Any Resolution Any Geometry: From Multi-View To Multi-Patch

Imagine you are trying to draw a incredibly detailed, high-resolution map of a city from a single, blurry photograph. You need to know not just where the buildings are (depth), but also which way the roofs and walls are facing (surface normals).

The problem is that most AI models today are like amateur cartographers. They are great at seeing the big picture (the general shape of the city), but when they try to zoom in to draw the tiny details (like a single brick or a thin wire fence), they get confused. They either blur the details to keep the whole map consistent, or they draw the details so sharply that the map falls apart and looks like a patchwork quilt with mismatched edges.

This paper introduces a new AI model called URGT (Ultra Resolution Geometry Transformer) that solves this problem. Here is how it works, using simple analogies:

1. The "Jigsaw Puzzle" Strategy (Multi-Patch)
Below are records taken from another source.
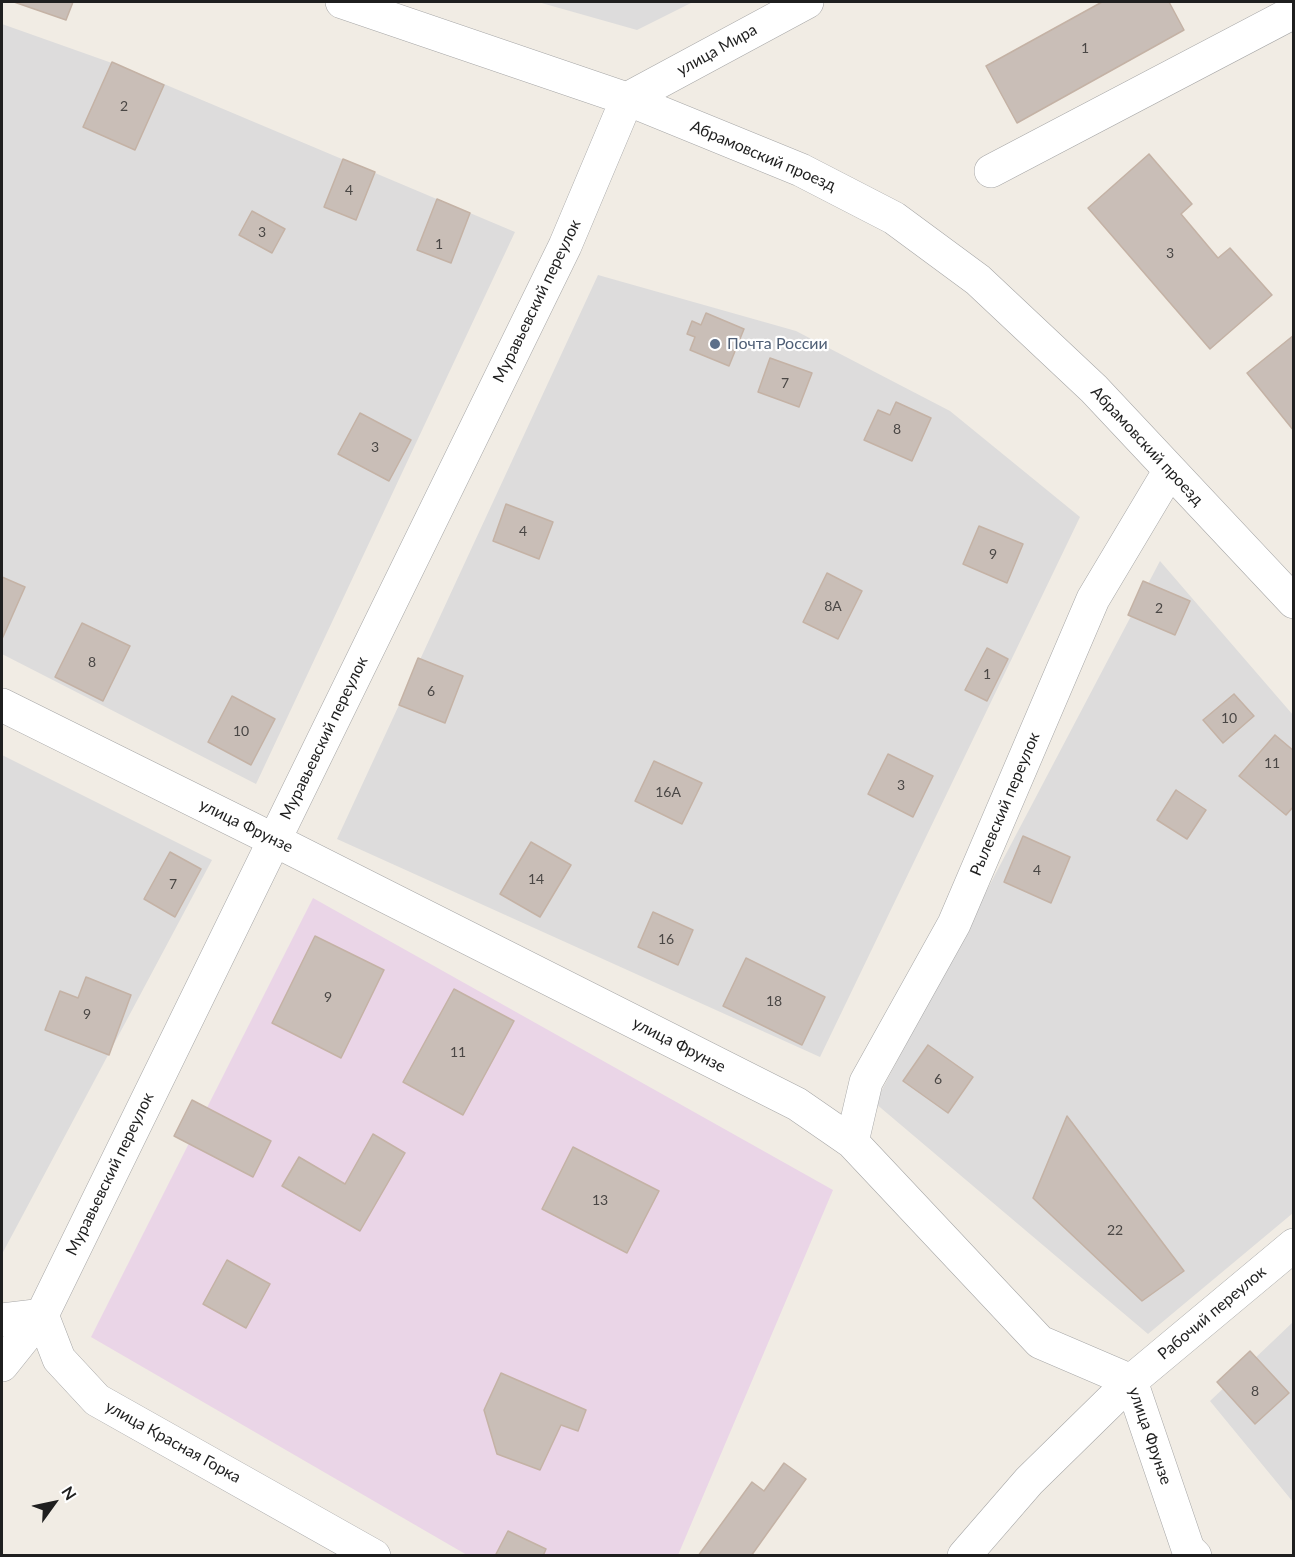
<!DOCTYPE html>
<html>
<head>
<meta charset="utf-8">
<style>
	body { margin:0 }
	#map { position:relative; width:1295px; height:1557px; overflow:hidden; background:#f1ece4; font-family:Lato,sans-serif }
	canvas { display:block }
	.frame { position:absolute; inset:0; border:3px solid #1f1f1f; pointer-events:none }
	.north { position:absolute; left:24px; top:1473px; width:60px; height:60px; -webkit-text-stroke:4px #fff; paint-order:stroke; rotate:57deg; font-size:16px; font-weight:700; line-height:24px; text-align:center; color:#1f1f1f }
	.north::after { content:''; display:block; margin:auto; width:21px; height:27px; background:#1f1f1f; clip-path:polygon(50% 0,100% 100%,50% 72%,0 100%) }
</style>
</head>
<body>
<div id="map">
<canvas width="1295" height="1557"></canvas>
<div class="frame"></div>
<div class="north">N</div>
</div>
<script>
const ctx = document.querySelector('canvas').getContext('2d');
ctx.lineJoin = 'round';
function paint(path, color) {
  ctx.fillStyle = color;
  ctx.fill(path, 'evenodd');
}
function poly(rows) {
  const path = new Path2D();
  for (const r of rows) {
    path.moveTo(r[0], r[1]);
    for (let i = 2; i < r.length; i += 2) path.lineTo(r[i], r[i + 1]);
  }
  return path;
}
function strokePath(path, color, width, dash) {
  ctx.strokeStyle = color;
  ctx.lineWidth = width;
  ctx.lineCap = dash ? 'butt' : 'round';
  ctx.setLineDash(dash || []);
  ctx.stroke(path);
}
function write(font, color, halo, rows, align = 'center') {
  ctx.font = font + ' Lato,sans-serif';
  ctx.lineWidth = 4.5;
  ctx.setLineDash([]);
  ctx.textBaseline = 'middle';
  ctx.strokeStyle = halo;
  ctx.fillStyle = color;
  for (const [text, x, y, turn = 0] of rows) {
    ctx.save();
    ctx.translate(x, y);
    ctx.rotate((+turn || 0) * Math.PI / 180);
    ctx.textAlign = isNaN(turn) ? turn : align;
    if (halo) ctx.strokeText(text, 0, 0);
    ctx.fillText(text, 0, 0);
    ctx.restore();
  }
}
paint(poly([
	[538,2,693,2,637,30],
	[2,24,126,68,515,232,256,784,2,654],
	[598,275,796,331,950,411,1080,517,820,1057,337,839],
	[1160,561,1293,715,1293,1213,1148,1334,875,1103],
	[2,755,212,860,2,1254],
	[1293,1322,1293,1502,1210,1401]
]), '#dddcdc');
paint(poly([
	[313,898,833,1190,678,1555,467,1555,91,1337]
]), '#ead5e7');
const building = poly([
	[14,2,73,2,66,20,14,2],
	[1102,2,1169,2,1184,30,1017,123,986,66,1102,2],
	[112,62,164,85,135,150,83,127,112,62],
	[1149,154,1192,204,1181,214,1218,258,1230,248,1272,295,1210,349,1088,208,1149,154],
	[343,159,375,172,356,220,324,207,343,159],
	[437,199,470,213,451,263,417,250,437,199],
	[252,211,285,229,272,253,239,235,252,211],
	[706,313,744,329,729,366,690,350,695,337,687,334,692,321,701,325,706,313],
	[1294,335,1294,431,1247,373,1294,335],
	[770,358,812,373,799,407,758,392,770,358],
	[896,402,931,418,912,461,864,440,878,410,890,415,896,402],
	[360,413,411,440,389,481,338,454,360,413],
	[506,504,553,522,539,559,493,541,506,504],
	[979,526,1023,544,1007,583,963,564,979,526],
	[827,573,862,591,838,639,803,622,827,573],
	[2,577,25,587,2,639,2,577],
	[1143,581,1190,601,1175,635,1128,615,1143,581],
	[82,623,130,646,103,701,55,677,82,623],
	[987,648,1008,659,987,701,965,690,987,648],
	[418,658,463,676,445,723,399,705,418,658],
	[1234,694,1254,716,1223,743,1203,720,1234,694],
	[232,696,275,719,251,765,208,742,232,696],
	[1275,735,1294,751,1294,806,1286,815,1239,776,1275,735],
	[888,754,933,776,913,817,868,794,888,754],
	[654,761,702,783,682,824,635,801,654,761],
	[1176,790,1206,810,1187,839,1157,820,1176,790],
	[1023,836,1070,857,1051,903,1004,882,1023,836],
	[531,842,571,865,540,917,500,894,531,842],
	[170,852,201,869,175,917,144,899,170,852],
	[653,912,693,930,678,965,638,947,653,912],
	[315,936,384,970,341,1058,272,1023,315,936],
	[746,958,825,997,802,1045,723,1006,746,958],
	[86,977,131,995,109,1055,45,1030,60,991,78,998,86,977],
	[454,989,514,1021,463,1115,403,1082,454,989],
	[928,1045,973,1077,948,1113,903,1081,928,1045],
	[192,1100,271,1141,253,1177,174,1136,192,1100],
	[1067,1116,1184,1271,1142,1301,1033,1198,1067,1116],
	[373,1134,405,1153,360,1231,282,1186,299,1157,345,1184,373,1134],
	[573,1147,659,1191,627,1253,542,1209,573,1147],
	[227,1260,270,1284,246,1328,203,1304,227,1260],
	[1250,1351,1289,1393,1255,1424,1217,1382,1250,1351],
	[501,1373,586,1410,578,1431,561,1425,540,1470,497,1454,484,1410,501,1373],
	[784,1463,806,1479,751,1556,698,1556,752,1482,764,1491,784,1463],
	[508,1531,546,1549,543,1556,495,1556,508,1531]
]);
paint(building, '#c9beb7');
strokePath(building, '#c4b2a5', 1.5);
const minor = poly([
	[342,2,627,99,801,170,894,218,978,280,1094,389,1294,602],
	[991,171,1294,12],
	[2,705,274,840,797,1104,852,1142,1040,1342,1131,1381,1188,1549,1195,1556],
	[852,1142,866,1082,954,924,1093,599,1170,470],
	[2,1320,42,1315,59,1359,97,1400,374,1556],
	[2,1365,42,1315,565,246,627,99,807,2],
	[964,1556,1029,1481,1131,1381,1294,1245]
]);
strokePath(minor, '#a6a6a6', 34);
strokePath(minor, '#fff', 33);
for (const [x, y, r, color] of [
	[715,344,6,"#5c6f8a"]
]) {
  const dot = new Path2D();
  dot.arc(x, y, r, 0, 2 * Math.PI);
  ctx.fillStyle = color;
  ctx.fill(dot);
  strokePath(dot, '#fff', 2);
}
write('14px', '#4a4745', null, [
	["1",1085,48],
	["2",124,106],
	["4",349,190],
	["3",262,232],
	["1",439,244],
	["3",1170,253],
	["7",785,383],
	["8",897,429],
	["3",375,447],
	["4",523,531],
	["9",993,554],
	["8А",833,606],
	["2",1159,608],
	["8",92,662],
	["1",987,674],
	["6",431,691],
	["10",1229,718],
	["10",241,731],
	["11",1272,763],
	["3",901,785],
	["16А",668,792],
	["4",1037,870],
	["14",536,879],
	["7",173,884],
	["16",666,939],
	["9",328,997],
	["18",774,1001],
	["9",87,1014],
	["11",458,1052],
	["6",938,1079],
	["13",600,1200],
	["22",1115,1230],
	["8",1255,1391]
]);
write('16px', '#1f1f1f', '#fff', [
	["улица Мира",717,50,-29],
	["Абрамовский проезд",763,156,23],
	["Муравьевский переулок",537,301,-64],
	["Абрамовский проезд",1147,446,47],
	["Муравьевский переулок",324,738,-64],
	["Рылевский переулок",1005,804,-67],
	["улица Фрунзе",246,826,26],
	["улица Фрунзе",679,1045,27],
	["Муравьевский переулок",110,1174,-64],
	["Рабочий переулок",1212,1313,-40],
	["улица Фрунзе",1150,1436,71],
	["улица Красная Горка",173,1442,29]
]);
write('16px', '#4e5e75', '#fff', [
	["Почта России",727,344]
], 'left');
</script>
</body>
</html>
Instead of trying to look at the whole 8K (super high-definition) image at once—which would overwhelm the computer's memory—the new method cuts the image into many smaller pieces, like a jigsaw puzzle.

Old Way: Previous methods would solve each puzzle piece in isolation. Piece A would be perfect, and Piece B would be perfect, but when you put them together, the edges wouldn't match. It looked like a messy collage.
The New Way (URGT): This model cuts the image into pieces, but then puts all the pieces on a giant table and lets the "detectives" (the AI) talk to each other. It uses a special Cross-Patch Attention mechanism. This is like having a team of experts where the person working on the "roof" piece can instantly ask the person working on the "wall" piece, "Hey, does this angle make sense?" This ensures that the whole picture stays consistent, even while fixing tiny details.

2. The "Rough Draft" Assistant (Coarse Priors)

Before the AI starts its detailed work, it doesn't start from scratch. It asks a "Rough Draft" assistant (existing, simpler AI models like Depth Anything V2) to give it a low-quality, blurry sketch of the depth and angles.

The Analogy: Imagine you are an artist. Instead of staring at a blank canvas, you are given a faint pencil sketch. Your job isn't to draw the whole thing from memory; your job is to refine that sketch. You take the rough lines and turn them into sharp, crisp, high-definition art. URGT takes these rough sketches and polishes them into 8K perfection.

3. The "Mix-and-Match" Training (GridMix)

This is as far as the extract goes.